___ Provided data

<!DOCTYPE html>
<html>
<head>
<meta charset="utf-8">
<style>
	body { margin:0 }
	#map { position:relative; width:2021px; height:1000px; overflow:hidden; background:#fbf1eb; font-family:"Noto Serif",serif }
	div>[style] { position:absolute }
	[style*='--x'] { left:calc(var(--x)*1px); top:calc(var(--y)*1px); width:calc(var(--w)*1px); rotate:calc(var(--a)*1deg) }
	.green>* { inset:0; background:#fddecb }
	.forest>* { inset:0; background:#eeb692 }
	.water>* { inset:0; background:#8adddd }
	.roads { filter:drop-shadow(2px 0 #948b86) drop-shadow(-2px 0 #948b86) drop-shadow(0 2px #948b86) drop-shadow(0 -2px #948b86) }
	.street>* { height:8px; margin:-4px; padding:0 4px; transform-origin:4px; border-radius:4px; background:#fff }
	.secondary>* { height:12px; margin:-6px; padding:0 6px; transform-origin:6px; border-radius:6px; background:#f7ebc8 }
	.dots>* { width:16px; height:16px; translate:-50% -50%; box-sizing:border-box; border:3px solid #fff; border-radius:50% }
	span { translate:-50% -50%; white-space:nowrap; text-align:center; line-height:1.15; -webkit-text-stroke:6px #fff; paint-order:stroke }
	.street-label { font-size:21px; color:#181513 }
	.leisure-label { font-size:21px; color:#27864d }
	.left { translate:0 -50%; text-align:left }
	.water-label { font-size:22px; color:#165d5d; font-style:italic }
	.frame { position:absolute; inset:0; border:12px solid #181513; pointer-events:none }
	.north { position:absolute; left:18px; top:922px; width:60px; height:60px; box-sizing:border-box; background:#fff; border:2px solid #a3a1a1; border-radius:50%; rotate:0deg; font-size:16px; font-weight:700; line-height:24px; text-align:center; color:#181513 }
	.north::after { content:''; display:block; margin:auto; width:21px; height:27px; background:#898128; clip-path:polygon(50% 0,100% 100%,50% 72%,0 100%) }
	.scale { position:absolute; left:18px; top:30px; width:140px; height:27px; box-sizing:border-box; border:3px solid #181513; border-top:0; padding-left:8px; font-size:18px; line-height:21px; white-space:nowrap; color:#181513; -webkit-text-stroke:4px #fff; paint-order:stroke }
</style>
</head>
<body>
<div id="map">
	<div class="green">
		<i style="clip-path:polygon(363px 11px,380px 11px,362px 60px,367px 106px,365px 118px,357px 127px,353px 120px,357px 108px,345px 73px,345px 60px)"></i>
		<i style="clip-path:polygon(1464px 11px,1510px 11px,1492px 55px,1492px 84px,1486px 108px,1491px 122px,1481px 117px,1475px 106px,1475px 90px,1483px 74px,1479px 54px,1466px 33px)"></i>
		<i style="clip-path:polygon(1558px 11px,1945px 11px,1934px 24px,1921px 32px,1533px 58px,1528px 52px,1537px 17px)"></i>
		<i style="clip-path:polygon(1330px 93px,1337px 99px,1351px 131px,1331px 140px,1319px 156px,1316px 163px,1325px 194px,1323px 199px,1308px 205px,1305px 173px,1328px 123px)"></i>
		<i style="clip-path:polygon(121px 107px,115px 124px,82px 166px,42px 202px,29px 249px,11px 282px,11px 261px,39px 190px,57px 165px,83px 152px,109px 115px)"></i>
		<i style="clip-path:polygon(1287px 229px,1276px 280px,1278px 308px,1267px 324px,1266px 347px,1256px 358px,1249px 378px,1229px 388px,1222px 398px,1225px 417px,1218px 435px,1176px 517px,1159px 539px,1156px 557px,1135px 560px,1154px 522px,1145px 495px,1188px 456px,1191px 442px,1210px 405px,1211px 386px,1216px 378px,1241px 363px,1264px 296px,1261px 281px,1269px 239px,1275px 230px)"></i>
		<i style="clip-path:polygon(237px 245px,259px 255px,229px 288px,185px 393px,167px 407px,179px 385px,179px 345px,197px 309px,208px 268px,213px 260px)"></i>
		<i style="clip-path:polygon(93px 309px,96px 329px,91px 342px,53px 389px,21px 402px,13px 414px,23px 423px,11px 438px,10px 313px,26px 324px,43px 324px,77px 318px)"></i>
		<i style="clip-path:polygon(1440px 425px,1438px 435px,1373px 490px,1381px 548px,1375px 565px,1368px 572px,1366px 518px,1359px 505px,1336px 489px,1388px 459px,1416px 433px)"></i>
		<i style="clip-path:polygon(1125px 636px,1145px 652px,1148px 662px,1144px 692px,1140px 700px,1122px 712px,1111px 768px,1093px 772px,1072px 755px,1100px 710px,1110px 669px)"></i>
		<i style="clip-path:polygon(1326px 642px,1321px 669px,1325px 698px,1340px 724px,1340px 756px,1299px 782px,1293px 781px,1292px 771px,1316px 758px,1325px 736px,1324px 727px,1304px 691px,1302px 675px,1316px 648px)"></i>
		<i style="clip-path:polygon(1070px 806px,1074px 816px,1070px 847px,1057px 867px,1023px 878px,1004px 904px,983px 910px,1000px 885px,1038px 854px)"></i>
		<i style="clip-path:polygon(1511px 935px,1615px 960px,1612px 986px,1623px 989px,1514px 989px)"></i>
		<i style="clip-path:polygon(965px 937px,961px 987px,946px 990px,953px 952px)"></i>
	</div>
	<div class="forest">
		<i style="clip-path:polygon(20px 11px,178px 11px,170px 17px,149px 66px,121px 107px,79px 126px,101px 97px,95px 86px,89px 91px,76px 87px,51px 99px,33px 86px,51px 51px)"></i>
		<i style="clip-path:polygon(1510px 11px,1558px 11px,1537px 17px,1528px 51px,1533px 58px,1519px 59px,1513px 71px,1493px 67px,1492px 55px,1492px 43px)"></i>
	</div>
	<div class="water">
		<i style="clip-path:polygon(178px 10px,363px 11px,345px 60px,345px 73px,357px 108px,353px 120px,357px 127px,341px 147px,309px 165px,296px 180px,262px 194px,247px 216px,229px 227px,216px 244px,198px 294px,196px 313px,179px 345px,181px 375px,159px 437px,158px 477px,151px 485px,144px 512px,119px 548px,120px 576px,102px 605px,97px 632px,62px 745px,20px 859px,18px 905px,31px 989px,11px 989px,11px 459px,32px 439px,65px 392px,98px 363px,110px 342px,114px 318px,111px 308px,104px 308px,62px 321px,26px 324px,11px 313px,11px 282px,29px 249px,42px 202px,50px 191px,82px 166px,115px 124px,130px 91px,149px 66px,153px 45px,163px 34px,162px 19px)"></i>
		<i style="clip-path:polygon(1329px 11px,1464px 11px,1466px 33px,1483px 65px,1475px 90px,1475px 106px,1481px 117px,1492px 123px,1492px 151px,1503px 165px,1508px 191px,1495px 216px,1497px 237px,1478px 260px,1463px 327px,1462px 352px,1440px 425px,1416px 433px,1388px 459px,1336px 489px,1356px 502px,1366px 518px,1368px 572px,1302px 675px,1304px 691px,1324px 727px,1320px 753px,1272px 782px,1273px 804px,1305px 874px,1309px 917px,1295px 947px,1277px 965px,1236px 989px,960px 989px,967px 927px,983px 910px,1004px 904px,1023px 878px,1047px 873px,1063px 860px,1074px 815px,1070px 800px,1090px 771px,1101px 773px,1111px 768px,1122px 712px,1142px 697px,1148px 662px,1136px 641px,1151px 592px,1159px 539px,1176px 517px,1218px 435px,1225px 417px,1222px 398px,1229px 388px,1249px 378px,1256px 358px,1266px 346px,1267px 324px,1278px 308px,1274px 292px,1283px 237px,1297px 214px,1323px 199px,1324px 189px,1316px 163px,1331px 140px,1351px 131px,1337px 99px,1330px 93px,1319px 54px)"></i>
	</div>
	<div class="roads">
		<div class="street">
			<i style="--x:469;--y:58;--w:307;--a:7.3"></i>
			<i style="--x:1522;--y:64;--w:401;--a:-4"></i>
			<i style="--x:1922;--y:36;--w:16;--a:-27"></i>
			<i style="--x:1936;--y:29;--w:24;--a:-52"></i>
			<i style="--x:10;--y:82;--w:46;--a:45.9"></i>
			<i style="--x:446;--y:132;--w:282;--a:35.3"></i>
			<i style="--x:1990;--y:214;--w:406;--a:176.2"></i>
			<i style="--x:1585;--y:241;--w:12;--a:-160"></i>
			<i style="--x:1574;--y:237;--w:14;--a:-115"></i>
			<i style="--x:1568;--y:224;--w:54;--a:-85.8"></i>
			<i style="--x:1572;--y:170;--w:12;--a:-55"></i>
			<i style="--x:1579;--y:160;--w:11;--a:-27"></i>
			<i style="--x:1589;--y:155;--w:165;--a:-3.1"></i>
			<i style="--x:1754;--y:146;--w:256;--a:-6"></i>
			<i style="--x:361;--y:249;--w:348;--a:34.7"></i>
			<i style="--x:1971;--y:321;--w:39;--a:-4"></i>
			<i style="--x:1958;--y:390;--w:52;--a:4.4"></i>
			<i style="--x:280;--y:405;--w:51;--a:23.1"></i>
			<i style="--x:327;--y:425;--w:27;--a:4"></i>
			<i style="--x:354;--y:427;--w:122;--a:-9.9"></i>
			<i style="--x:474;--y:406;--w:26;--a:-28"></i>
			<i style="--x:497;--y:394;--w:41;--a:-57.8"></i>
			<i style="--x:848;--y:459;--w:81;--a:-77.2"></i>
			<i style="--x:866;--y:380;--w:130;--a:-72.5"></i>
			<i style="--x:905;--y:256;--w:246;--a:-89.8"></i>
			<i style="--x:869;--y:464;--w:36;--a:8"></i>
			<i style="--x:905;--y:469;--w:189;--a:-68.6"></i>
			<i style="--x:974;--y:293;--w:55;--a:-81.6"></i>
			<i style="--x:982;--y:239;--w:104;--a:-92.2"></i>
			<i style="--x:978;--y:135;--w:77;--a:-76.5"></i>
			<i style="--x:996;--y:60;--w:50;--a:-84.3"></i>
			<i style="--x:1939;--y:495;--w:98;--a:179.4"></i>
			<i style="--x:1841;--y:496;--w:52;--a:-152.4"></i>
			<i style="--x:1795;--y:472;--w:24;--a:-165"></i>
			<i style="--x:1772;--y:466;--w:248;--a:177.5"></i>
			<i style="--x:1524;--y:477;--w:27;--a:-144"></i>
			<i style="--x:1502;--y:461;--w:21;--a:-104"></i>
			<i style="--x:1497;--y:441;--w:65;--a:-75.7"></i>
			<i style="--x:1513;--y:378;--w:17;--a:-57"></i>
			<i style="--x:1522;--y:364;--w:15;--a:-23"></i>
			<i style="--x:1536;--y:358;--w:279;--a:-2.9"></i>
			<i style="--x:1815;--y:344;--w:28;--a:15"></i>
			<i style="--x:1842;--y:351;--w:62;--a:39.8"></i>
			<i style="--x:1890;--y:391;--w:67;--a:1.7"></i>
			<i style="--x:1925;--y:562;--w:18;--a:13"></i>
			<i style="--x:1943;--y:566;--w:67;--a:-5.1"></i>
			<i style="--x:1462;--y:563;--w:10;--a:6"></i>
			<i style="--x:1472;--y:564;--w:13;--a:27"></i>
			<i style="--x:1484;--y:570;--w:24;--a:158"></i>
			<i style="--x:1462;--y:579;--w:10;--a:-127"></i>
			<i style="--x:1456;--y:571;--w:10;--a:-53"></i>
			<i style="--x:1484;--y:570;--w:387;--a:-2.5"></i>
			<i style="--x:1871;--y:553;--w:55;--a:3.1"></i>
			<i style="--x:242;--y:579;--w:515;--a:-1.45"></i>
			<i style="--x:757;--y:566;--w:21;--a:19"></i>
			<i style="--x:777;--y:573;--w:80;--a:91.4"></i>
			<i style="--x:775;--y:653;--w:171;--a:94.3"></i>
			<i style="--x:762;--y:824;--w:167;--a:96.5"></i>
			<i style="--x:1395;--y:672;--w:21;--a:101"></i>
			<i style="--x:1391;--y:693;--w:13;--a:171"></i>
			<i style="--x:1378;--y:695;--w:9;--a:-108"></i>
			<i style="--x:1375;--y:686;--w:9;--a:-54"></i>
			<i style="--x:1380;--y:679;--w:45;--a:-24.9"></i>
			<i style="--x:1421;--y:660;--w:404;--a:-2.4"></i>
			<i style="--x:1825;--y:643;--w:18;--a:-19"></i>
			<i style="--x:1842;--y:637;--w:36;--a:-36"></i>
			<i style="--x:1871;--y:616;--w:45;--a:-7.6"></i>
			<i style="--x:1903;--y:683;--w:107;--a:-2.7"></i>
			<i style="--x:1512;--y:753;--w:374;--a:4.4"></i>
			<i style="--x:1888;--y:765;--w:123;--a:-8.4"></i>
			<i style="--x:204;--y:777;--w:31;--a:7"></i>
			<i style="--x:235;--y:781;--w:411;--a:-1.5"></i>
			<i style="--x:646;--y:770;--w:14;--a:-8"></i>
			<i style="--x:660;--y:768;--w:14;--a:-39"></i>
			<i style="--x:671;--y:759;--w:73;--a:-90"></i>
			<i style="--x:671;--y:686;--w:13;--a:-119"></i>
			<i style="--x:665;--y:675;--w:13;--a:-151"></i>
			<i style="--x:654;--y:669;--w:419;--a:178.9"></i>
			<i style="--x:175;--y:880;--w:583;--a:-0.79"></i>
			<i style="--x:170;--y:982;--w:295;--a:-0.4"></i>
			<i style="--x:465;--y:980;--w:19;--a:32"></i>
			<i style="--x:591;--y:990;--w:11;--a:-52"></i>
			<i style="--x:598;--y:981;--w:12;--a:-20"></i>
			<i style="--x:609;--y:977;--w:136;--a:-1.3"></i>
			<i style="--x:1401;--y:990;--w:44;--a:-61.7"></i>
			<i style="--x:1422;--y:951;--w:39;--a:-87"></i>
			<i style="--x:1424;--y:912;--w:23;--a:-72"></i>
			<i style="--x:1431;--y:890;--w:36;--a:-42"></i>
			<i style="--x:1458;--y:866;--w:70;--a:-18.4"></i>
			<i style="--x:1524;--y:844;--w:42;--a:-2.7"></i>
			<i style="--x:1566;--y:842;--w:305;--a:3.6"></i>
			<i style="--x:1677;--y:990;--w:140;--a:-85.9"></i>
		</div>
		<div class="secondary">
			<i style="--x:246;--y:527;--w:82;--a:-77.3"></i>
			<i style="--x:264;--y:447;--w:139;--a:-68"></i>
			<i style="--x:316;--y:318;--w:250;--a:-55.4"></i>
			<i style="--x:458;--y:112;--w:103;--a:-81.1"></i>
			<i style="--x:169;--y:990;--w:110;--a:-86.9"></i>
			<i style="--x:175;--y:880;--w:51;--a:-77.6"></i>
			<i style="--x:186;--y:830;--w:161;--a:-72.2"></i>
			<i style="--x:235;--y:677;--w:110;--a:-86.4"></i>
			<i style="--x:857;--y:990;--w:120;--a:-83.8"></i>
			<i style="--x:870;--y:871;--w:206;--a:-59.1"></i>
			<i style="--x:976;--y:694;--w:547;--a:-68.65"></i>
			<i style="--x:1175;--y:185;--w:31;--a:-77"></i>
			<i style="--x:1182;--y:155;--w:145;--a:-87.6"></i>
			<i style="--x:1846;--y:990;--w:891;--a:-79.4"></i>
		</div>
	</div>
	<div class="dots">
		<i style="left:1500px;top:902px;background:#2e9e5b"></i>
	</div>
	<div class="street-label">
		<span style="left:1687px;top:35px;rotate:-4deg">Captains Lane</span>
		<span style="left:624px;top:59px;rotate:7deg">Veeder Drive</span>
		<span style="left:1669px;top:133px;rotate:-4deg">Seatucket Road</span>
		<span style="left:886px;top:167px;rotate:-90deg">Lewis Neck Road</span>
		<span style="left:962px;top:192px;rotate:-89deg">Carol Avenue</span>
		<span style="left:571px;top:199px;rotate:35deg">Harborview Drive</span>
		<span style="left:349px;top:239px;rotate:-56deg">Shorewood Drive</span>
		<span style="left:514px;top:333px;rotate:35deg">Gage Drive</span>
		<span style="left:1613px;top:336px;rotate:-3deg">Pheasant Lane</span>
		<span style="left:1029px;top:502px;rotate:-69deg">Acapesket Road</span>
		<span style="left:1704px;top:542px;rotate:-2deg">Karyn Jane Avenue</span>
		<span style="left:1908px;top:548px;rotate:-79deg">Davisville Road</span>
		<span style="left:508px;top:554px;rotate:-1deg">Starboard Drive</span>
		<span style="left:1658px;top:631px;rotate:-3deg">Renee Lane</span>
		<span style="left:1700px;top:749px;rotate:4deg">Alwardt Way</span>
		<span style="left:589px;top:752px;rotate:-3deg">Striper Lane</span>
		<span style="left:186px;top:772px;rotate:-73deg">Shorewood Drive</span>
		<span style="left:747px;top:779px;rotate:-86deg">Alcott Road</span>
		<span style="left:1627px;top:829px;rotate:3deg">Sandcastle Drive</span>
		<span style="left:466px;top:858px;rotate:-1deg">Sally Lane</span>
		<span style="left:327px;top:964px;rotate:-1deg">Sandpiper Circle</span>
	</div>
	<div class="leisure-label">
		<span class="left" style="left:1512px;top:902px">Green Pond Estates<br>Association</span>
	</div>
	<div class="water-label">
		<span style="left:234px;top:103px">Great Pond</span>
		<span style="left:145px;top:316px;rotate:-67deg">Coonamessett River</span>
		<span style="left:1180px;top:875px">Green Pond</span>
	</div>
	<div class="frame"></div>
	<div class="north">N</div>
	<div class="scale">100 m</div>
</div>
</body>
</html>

______

## Exercise
Where a line of the data holds "roads", show that line.

## Problem solution
	.roads { filter:drop-shadow(2px 0 #948b86) drop-shadow(-2px 0 #948b86) drop-shadow(0 2px #948b86) drop-shadow(0 -2px #948b86) }
	<div class="roads">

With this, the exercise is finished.